RECORDS FOR THIS EXERCISE Block Start
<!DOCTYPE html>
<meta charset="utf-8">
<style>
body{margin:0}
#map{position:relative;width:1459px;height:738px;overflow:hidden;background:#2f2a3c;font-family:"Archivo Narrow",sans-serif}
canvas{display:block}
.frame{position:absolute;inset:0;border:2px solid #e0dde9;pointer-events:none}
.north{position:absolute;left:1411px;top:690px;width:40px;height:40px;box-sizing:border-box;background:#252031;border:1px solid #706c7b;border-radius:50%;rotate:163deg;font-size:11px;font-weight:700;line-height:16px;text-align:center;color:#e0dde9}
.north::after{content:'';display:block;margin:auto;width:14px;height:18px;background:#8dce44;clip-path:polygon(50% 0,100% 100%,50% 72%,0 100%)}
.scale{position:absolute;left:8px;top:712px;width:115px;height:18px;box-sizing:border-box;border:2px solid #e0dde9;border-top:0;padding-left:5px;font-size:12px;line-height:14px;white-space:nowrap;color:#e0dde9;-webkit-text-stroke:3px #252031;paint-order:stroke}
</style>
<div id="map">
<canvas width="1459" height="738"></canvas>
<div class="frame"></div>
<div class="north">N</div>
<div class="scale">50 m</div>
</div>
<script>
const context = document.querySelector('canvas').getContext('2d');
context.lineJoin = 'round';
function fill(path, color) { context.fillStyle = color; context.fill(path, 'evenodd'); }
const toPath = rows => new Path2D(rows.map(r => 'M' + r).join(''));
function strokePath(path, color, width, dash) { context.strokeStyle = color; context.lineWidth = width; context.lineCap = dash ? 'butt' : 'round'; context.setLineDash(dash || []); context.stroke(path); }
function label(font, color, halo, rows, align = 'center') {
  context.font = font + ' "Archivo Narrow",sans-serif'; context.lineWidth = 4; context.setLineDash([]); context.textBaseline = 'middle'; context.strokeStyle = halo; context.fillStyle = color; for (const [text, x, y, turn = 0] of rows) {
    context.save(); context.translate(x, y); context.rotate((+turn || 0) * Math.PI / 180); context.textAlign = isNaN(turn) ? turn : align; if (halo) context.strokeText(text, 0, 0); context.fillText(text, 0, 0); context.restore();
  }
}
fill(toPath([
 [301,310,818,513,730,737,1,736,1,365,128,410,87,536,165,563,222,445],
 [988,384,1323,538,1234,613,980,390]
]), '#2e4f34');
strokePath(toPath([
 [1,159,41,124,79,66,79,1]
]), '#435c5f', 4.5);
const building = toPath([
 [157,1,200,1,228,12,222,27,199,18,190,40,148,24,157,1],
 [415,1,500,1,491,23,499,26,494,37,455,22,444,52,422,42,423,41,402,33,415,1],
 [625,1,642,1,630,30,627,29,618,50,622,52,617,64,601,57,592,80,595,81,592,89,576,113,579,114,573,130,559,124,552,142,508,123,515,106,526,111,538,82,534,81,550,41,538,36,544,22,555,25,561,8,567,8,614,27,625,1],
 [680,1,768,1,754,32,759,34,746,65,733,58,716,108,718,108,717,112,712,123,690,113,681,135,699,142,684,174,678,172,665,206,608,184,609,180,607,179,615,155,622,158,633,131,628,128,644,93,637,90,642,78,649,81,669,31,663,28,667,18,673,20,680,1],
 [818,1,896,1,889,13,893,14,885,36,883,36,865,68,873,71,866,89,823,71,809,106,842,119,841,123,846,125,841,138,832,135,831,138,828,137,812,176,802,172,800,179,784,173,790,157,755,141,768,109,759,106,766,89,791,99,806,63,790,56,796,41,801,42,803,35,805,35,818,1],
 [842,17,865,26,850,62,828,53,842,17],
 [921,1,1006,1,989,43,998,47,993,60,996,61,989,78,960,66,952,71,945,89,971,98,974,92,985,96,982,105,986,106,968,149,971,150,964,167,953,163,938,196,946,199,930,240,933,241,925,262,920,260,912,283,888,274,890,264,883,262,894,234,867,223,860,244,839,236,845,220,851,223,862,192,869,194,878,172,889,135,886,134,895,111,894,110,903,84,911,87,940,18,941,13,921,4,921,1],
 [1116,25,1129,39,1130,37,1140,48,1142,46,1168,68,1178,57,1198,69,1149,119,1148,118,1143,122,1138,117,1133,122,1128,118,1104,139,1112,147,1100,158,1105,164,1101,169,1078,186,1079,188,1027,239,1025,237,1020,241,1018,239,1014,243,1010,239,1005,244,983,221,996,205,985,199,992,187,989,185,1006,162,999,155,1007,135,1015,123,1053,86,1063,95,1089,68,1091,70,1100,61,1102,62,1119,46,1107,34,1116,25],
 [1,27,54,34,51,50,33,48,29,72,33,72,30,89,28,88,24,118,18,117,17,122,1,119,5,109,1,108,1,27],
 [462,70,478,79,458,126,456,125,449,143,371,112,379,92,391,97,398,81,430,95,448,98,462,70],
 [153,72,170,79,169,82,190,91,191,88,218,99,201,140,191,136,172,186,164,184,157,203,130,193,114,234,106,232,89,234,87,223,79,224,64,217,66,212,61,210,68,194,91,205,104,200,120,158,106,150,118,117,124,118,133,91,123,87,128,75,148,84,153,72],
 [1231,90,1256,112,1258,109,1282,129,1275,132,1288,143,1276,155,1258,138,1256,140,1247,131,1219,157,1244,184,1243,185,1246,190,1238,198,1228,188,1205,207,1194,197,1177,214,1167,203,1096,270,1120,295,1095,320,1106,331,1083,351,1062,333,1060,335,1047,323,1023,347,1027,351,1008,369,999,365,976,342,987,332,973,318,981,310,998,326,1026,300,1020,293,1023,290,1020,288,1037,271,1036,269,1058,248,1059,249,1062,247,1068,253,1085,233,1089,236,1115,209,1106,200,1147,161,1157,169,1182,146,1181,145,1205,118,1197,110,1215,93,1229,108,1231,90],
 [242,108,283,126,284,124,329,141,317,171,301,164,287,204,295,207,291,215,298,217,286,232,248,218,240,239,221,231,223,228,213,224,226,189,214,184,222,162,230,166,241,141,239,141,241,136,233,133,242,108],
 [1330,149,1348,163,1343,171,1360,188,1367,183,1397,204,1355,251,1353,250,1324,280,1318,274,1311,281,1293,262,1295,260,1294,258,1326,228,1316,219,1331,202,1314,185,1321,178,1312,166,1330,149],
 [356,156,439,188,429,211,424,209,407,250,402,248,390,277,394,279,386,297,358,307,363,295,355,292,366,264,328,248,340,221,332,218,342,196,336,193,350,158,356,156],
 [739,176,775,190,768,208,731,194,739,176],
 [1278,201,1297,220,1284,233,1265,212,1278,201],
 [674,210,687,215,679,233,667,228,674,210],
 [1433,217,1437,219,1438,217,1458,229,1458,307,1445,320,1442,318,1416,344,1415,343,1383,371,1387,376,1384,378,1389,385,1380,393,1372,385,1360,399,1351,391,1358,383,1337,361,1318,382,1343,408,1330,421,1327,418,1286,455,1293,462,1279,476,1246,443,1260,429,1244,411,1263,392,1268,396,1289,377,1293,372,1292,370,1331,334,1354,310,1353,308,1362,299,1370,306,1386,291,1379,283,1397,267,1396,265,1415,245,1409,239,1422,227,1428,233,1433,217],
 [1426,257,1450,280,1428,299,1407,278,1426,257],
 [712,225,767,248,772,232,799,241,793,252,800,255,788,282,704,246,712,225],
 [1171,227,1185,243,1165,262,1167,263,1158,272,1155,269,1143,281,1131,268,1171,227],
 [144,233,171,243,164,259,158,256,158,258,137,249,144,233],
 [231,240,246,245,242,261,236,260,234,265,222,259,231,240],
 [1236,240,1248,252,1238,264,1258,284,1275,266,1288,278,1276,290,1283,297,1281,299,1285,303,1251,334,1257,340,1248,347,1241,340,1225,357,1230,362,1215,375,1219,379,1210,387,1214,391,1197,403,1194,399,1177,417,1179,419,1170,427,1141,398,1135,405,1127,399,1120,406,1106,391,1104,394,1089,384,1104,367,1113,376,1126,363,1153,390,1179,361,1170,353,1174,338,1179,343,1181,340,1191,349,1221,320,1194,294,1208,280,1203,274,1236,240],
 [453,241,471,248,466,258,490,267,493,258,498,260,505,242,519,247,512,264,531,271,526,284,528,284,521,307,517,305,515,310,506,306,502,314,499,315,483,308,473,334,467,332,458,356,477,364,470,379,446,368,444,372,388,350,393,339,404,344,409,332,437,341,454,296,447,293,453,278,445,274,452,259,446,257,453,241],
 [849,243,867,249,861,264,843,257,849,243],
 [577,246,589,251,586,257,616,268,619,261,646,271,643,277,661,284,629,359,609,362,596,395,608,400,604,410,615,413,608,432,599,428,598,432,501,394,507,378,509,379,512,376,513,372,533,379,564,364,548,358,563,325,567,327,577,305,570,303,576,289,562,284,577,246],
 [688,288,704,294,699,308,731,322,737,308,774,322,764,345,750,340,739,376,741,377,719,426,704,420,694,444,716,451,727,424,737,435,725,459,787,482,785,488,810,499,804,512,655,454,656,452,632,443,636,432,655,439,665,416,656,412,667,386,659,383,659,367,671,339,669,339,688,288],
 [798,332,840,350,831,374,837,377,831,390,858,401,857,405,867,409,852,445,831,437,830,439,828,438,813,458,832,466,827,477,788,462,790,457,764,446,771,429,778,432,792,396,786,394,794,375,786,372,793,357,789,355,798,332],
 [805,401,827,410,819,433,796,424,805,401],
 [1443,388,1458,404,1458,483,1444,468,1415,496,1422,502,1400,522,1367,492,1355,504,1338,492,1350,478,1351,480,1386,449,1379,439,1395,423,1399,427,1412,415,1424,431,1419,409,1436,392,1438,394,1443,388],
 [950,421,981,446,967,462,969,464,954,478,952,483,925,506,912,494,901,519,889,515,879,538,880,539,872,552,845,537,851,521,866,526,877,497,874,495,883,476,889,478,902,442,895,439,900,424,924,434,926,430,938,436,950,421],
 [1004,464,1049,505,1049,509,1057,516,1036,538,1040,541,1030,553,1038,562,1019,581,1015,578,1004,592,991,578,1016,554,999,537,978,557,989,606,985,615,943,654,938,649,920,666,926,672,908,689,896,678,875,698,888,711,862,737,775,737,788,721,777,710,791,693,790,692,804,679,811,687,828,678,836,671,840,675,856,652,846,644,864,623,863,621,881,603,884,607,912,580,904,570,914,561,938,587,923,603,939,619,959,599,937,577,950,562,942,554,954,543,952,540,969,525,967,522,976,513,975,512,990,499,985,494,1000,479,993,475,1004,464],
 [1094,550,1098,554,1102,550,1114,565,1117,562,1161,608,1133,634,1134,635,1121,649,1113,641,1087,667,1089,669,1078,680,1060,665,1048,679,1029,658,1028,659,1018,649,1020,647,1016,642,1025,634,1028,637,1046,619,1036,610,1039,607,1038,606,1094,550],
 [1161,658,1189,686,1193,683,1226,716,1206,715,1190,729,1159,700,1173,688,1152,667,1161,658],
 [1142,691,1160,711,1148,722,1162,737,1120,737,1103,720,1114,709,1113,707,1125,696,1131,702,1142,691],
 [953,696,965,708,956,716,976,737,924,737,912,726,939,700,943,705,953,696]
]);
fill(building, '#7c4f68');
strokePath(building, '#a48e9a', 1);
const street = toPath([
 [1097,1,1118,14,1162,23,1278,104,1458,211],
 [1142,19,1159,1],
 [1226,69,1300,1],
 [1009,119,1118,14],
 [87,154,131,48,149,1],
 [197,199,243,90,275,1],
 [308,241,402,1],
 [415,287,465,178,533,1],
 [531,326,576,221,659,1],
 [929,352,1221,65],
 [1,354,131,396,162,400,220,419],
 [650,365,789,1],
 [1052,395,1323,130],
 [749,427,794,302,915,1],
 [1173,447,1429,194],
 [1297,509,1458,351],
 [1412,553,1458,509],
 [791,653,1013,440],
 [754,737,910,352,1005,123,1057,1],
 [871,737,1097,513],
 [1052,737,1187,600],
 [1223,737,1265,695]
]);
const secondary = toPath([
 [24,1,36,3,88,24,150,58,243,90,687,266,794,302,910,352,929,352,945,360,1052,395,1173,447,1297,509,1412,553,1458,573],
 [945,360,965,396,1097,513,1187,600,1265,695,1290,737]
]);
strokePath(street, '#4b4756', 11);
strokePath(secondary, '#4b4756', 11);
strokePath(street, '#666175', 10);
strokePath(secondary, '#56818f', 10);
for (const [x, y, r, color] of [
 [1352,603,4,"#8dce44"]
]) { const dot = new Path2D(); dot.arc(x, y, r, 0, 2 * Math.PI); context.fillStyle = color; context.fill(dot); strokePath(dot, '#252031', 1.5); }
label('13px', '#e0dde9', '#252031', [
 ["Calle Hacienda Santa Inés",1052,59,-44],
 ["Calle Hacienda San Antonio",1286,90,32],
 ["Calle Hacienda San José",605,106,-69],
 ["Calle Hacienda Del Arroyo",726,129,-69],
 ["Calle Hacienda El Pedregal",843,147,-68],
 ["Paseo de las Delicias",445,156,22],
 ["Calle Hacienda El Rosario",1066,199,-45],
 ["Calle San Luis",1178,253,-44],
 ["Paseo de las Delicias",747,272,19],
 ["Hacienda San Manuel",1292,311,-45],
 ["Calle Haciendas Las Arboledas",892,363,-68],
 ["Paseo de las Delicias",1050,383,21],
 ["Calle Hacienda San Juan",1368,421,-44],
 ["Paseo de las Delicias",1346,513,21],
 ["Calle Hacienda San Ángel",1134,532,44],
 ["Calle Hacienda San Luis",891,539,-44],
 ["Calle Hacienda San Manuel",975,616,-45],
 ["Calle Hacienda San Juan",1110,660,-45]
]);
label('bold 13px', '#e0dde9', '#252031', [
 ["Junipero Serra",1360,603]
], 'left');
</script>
RECORDS FOR THIS EXERCISE Block End
RECORDS FOR THIS EXERCISE Block Start
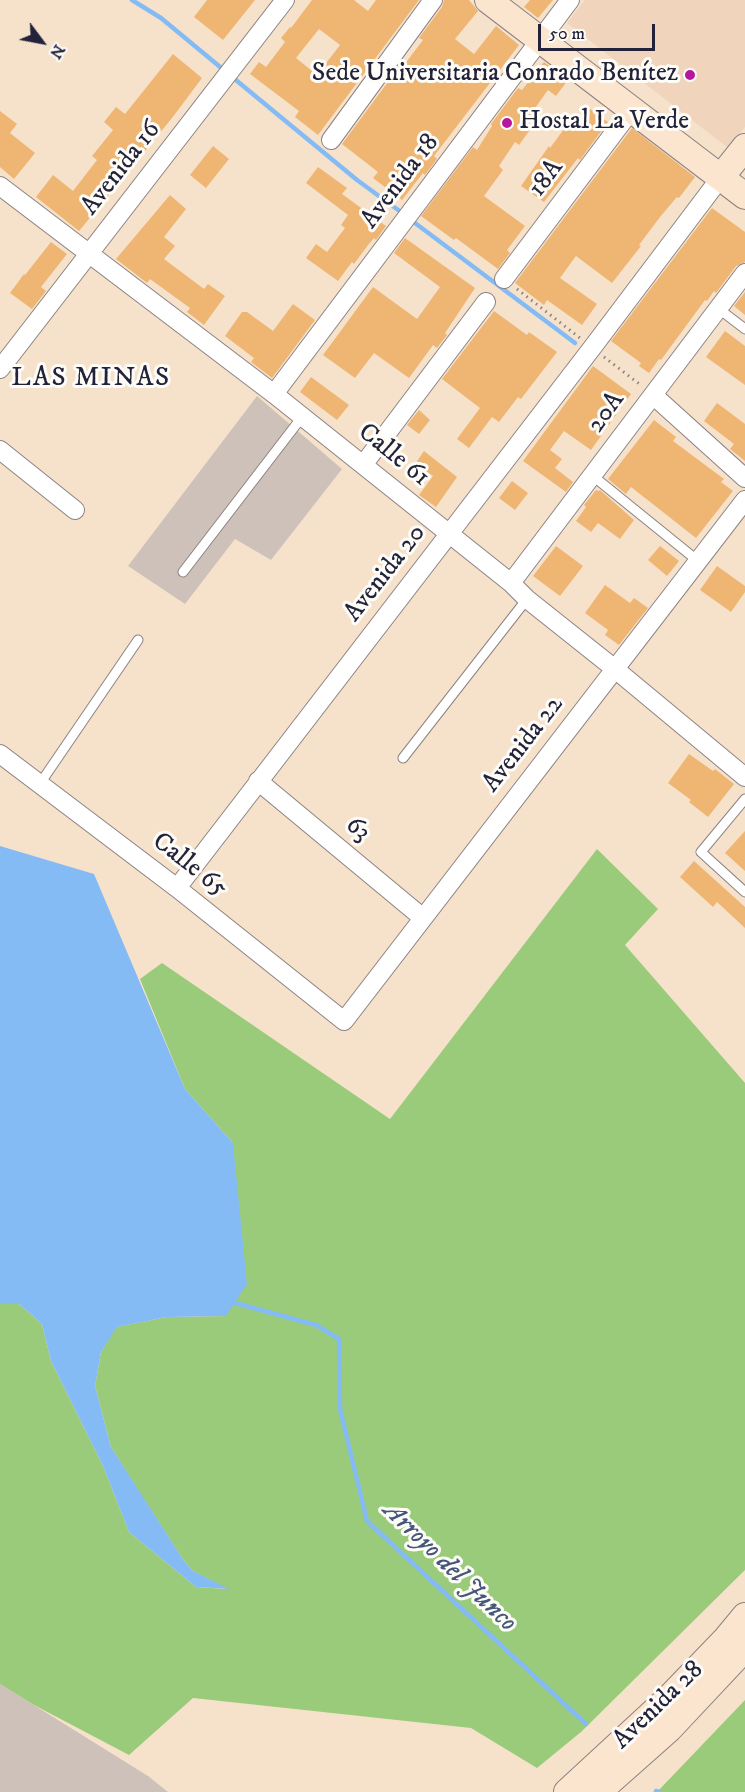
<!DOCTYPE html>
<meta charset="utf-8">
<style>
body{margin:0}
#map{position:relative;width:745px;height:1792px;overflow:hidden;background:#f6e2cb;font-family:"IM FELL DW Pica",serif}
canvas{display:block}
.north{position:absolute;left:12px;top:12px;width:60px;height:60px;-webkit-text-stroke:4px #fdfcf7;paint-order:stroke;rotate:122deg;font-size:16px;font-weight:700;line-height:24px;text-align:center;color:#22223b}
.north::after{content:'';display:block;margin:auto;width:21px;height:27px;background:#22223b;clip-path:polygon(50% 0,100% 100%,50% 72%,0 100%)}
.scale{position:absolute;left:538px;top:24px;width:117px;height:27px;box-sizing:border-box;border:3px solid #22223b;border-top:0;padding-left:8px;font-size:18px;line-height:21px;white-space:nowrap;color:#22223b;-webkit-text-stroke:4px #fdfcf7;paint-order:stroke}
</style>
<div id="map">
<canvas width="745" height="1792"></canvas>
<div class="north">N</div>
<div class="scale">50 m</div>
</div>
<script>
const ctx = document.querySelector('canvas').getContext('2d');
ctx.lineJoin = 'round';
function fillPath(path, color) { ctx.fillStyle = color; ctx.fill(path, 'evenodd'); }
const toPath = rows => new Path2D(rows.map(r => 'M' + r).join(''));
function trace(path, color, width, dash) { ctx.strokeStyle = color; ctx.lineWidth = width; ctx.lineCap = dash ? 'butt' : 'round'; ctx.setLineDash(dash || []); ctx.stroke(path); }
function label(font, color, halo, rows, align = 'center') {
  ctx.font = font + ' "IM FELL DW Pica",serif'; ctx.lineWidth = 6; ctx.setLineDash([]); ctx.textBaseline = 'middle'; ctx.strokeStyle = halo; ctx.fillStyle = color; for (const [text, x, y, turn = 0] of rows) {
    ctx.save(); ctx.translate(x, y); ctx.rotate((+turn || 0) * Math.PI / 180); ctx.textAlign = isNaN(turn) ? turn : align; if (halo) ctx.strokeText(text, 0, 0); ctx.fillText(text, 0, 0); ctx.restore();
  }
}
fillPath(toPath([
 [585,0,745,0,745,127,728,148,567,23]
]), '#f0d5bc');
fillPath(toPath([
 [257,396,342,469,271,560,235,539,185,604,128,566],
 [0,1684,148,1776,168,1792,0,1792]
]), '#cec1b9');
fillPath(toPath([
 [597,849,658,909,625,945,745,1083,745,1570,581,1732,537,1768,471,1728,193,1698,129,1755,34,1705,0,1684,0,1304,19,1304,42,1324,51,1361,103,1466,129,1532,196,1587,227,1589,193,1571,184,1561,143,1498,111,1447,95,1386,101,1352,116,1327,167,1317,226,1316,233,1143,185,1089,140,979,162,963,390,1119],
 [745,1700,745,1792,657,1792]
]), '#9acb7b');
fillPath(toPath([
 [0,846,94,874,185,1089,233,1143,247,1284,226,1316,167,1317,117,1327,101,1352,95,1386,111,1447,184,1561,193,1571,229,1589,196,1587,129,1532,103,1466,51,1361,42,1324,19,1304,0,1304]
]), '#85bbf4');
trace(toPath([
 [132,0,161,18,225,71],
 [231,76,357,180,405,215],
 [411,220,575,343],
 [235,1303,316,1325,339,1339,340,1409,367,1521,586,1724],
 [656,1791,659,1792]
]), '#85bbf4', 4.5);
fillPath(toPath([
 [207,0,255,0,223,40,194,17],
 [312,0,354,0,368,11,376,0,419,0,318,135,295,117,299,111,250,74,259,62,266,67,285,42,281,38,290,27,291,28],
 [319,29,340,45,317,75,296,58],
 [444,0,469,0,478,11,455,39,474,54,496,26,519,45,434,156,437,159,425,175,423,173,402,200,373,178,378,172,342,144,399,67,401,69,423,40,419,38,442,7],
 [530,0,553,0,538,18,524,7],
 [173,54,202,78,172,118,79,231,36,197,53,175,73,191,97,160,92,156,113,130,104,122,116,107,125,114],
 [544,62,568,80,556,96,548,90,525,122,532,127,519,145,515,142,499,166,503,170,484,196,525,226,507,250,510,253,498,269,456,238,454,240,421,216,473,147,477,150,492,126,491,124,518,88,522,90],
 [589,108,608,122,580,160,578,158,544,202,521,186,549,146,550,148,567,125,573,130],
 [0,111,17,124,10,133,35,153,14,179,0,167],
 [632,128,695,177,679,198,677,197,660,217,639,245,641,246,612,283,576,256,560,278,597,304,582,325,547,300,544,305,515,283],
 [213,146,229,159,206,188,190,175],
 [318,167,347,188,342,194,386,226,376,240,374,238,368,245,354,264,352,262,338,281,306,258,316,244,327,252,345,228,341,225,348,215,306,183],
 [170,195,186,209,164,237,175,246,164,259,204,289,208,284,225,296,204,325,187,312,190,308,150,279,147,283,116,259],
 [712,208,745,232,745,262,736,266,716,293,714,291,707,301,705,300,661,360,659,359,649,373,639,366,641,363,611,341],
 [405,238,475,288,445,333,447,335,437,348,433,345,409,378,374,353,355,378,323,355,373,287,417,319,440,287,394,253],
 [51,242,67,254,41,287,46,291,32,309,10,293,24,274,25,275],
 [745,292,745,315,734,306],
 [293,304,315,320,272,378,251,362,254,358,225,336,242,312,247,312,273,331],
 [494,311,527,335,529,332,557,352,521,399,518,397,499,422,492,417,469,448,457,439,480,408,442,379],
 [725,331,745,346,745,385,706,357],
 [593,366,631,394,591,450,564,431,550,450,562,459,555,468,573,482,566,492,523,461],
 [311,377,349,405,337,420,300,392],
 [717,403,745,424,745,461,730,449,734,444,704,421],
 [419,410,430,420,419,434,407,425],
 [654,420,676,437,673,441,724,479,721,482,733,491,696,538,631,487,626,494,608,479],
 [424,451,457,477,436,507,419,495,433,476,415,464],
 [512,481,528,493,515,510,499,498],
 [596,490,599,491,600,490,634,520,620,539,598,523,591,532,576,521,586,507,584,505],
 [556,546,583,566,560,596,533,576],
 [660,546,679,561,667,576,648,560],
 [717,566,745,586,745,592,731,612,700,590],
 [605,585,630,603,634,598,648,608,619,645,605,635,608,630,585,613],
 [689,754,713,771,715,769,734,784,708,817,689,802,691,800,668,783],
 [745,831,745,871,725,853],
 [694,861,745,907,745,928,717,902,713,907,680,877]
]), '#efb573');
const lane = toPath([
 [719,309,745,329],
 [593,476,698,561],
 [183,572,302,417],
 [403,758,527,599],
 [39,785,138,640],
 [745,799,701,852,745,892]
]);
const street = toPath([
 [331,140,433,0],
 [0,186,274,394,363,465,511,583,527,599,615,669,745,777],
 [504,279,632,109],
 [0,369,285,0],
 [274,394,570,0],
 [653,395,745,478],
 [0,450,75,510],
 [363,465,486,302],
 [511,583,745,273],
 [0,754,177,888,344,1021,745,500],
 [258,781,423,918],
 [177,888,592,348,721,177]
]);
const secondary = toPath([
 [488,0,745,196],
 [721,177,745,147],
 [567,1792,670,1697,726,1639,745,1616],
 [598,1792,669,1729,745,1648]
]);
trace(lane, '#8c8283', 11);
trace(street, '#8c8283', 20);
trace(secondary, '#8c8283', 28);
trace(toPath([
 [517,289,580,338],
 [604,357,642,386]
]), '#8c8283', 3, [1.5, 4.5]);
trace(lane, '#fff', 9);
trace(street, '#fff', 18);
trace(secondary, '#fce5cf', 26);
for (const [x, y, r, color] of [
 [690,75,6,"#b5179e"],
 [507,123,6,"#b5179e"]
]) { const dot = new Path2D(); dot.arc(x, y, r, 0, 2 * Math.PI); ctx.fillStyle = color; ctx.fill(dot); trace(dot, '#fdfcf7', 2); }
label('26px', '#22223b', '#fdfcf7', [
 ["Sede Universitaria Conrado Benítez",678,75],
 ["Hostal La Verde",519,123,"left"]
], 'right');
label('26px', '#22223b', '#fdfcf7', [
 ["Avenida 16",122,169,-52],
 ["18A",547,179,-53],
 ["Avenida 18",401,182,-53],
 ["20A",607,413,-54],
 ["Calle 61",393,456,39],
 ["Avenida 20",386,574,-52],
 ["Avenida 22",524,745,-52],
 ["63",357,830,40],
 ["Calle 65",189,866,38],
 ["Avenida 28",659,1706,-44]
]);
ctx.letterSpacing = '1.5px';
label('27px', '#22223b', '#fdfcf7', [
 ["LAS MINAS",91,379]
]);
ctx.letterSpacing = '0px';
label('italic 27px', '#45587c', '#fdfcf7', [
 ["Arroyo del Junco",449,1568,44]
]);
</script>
RECORDS FOR THIS EXERCISE Block End
TASK PROMPT:
Beginning at the line above with "context = document.querySelector('canvas').getContext('2d');" and finishing at the line with "[988,384,1323,538,1234,613,980,390]", return each line exactly and return nothing else.

EXPECTED ANSWER:
const context = document.querySelector('canvas').getContext('2d');
context.lineJoin = 'round';
function fill(path, color) { context.fillStyle = color; context.fill(path, 'evenodd'); }
const toPath = rows => new Path2D(rows.map(r => 'M' + r).join(''));
function strokePath(path, color, width, dash) { context.strokeStyle = color; context.lineWidth = width; context.lineCap = dash ? 'butt' : 'round'; context.setLineDash(dash || []); context.stroke(path); }
function label(font, color, halo, rows, align = 'center') {
  context.font = font + ' "Archivo Narrow",sans-serif'; context.lineWidth = 4; context.setLineDash([]); context.textBaseline = 'middle'; context.strokeStyle = halo; context.fillStyle = color; for (const [text, x, y, turn = 0] of rows) {
    context.save(); context.translate(x, y); context.rotate((+turn || 0) * Math.PI / 180); context.textAlign = isNaN(turn) ? turn : align; if (halo) context.strokeText(text, 0, 0); context.fillText(text, 0, 0); context.restore();
  }
}
fill(toPath([
 [301,310,818,513,730,737,1,736,1,365,128,410,87,536,165,563,222,445],
 [988,384,1323,538,1234,613,980,390]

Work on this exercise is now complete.